Stored data entries:
────────────────────────────────────────

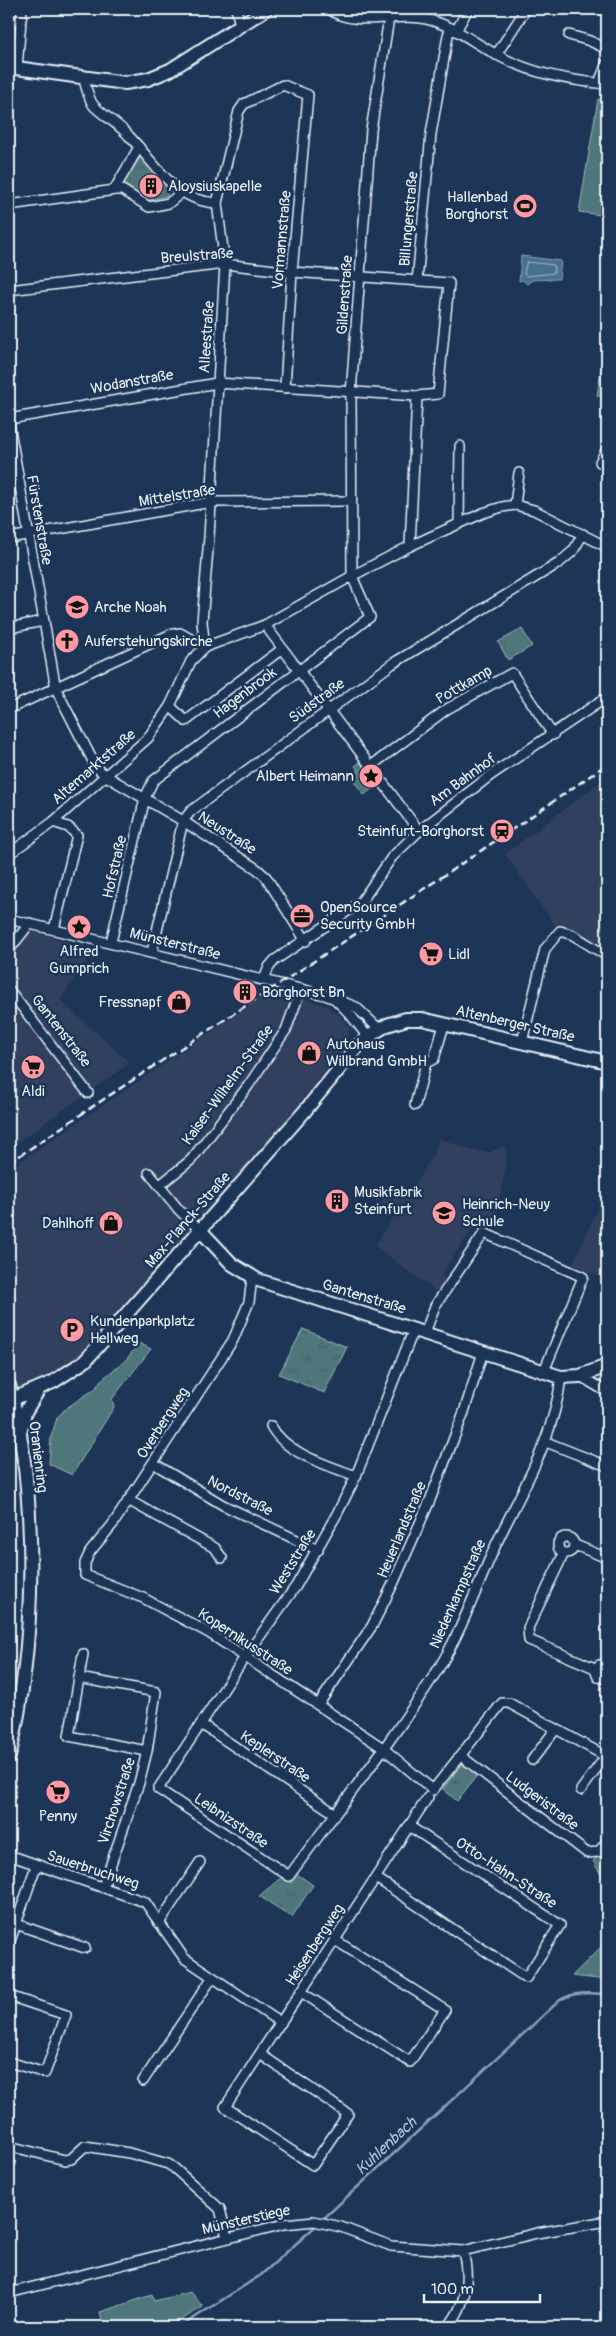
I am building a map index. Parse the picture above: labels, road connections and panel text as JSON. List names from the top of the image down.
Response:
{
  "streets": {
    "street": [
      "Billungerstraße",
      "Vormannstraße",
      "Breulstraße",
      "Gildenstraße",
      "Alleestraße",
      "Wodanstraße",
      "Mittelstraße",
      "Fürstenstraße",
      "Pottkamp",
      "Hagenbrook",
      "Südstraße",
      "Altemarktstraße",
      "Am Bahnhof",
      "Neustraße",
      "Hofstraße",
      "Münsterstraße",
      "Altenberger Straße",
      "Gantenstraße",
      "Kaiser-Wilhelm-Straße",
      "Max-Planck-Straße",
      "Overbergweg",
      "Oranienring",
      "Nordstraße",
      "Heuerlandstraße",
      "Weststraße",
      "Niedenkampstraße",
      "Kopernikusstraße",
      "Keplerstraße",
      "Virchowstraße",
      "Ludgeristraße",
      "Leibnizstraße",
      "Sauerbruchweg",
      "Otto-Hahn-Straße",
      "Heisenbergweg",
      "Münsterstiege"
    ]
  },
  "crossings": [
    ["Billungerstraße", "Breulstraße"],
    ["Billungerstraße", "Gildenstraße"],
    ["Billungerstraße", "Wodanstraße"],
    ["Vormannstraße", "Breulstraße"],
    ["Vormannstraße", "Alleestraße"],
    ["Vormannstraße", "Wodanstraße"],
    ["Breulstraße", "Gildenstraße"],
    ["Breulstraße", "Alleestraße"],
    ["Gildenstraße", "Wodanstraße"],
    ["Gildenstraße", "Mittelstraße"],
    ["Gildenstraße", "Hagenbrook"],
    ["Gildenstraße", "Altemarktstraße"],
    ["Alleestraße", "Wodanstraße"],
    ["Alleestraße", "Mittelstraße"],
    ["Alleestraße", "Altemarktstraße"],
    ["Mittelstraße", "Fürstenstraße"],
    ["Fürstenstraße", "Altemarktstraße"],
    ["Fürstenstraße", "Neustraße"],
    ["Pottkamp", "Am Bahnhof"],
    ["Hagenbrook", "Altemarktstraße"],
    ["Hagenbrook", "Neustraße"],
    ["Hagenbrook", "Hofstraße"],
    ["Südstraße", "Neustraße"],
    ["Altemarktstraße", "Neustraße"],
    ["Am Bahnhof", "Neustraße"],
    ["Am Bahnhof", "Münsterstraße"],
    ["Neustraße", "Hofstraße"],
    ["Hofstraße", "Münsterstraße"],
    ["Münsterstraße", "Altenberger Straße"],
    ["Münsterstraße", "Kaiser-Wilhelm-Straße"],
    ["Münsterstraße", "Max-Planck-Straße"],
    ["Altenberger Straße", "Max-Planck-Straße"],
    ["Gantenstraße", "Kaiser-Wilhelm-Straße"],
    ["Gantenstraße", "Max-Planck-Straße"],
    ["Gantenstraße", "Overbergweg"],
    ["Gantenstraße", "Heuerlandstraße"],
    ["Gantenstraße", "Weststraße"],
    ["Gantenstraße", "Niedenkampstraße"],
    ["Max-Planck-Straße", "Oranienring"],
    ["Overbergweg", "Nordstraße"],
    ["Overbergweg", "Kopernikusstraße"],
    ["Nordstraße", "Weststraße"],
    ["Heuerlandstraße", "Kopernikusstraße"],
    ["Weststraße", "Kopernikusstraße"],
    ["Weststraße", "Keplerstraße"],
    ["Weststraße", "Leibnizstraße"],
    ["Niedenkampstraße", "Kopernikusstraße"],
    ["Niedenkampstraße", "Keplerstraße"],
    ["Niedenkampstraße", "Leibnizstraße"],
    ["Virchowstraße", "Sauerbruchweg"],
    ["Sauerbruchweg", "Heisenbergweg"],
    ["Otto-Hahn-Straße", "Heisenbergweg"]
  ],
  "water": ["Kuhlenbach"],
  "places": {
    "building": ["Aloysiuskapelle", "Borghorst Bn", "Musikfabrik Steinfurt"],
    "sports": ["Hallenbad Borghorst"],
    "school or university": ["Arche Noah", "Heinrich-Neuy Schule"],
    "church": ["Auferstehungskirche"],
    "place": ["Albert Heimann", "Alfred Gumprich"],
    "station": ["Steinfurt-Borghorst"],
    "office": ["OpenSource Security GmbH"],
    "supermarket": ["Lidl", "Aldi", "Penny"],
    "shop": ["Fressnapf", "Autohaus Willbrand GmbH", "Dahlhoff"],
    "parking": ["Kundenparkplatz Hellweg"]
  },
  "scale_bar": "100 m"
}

────────────────────────────────────────

What the task asks: Each entry above should come back word for word, and no picture should come with it.

Exercise response:
I am building a map index. Parse the picture above: labels, road connections and panel text as JSON. List names from the top of the image down.
Response:
{
  "streets": {
    "street": [
      "Billungerstraße",
      "Vormannstraße",
      "Breulstraße",
      "Gildenstraße",
      "Alleestraße",
      "Wodanstraße",
      "Mittelstraße",
      "Fürstenstraße",
      "Pottkamp",
      "Hagenbrook",
      "Südstraße",
      "Altemarktstraße",
      "Am Bahnhof",
      "Neustraße",
      "Hofstraße",
      "Münsterstraße",
      "Altenberger Straße",
      "Gantenstraße",
      "Kaiser-Wilhelm-Straße",
      "Max-Planck-Straße",
      "Overbergweg",
      "Oranienring",
      "Nordstraße",
      "Heuerlandstraße",
      "Weststraße",
      "Niedenkampstraße",
      "Kopernikusstraße",
      "Keplerstraße",
      "Virchowstraße",
      "Ludgeristraße",
      "Leibnizstraße",
      "Sauerbruchweg",
      "Otto-Hahn-Straße",
      "Heisenbergweg",
      "Münsterstiege"
    ]
  },
  "crossings": [
    ["Billungerstraße", "Breulstraße"],
    ["Billungerstraße", "Gildenstraße"],
    ["Billungerstraße", "Wodanstraße"],
    ["Vormannstraße", "Breulstraße"],
    ["Vormannstraße", "Alleestraße"],
    ["Vormannstraße", "Wodanstraße"],
    ["Breulstraße", "Gildenstraße"],
    ["Breulstraße", "Alleestraße"],
    ["Gildenstraße", "Wodanstraße"],
    ["Gildenstraße", "Mittelstraße"],
    ["Gildenstraße", "Hagenbrook"],
    ["Gildenstraße", "Altemarktstraße"],
    ["Alleestraße", "Wodanstraße"],
    ["Alleestraße", "Mittelstraße"],
    ["Alleestraße", "Altemarktstraße"],
    ["Mittelstraße", "Fürstenstraße"],
    ["Fürstenstraße", "Altemarktstraße"],
    ["Fürstenstraße", "Neustraße"],
    ["Pottkamp", "Am Bahnhof"],
    ["Hagenbrook", "Altemarktstraße"],
    ["Hagenbrook", "Neustraße"],
    ["Hagenbrook", "Hofstraße"],
    ["Südstraße", "Neustraße"],
    ["Altemarktstraße", "Neustraße"],
    ["Am Bahnhof", "Neustraße"],
    ["Am Bahnhof", "Münsterstraße"],
    ["Neustraße", "Hofstraße"],
    ["Hofstraße", "Münsterstraße"],
    ["Münsterstraße", "Altenberger Straße"],
    ["Münsterstraße", "Kaiser-Wilhelm-Straße"],
    ["Münsterstraße", "Max-Planck-Straße"],
    ["Altenberger Straße", "Max-Planck-Straße"],
    ["Gantenstraße", "Kaiser-Wilhelm-Straße"],
    ["Gantenstraße", "Max-Planck-Straße"],
    ["Gantenstraße", "Overbergweg"],
    ["Gantenstraße", "Heuerlandstraße"],
    ["Gantenstraße", "Weststraße"],
    ["Gantenstraße", "Niedenkampstraße"],
    ["Max-Planck-Straße", "Oranienring"],
    ["Overbergweg", "Nordstraße"],
    ["Overbergweg", "Kopernikusstraße"],
    ["Nordstraße", "Weststraße"],
    ["Heuerlandstraße", "Kopernikusstraße"],
    ["Weststraße", "Kopernikusstraße"],
    ["Weststraße", "Keplerstraße"],
    ["Weststraße", "Leibnizstraße"],
    ["Niedenkampstraße", "Kopernikusstraße"],
    ["Niedenkampstraße", "Keplerstraße"],
    ["Niedenkampstraße", "Leibnizstraße"],
    ["Virchowstraße", "Sauerbruchweg"],
    ["Sauerbruchweg", "Heisenbergweg"],
    ["Otto-Hahn-Straße", "Heisenbergweg"]
  ],
  "water": ["Kuhlenbach"],
  "places": {
    "building": ["Aloysiuskapelle", "Borghorst Bn", "Musikfabrik Steinfurt"],
    "sports": ["Hallenbad Borghorst"],
    "school or university": ["Arche Noah", "Heinrich-Neuy Schule"],
    "church": ["Auferstehungskirche"],
    "place": ["Albert Heimann", "Alfred Gumprich"],
    "station": ["Steinfurt-Borghorst"],
    "office": ["OpenSource Security GmbH"],
    "supermarket": ["Lidl", "Aldi", "Penny"],
    "shop": ["Fressnapf", "Autohaus Willbrand GmbH", "Dahlhoff"],
    "parking": ["Kundenparkplatz Hellweg"]
  },
  "scale_bar": "100 m"
}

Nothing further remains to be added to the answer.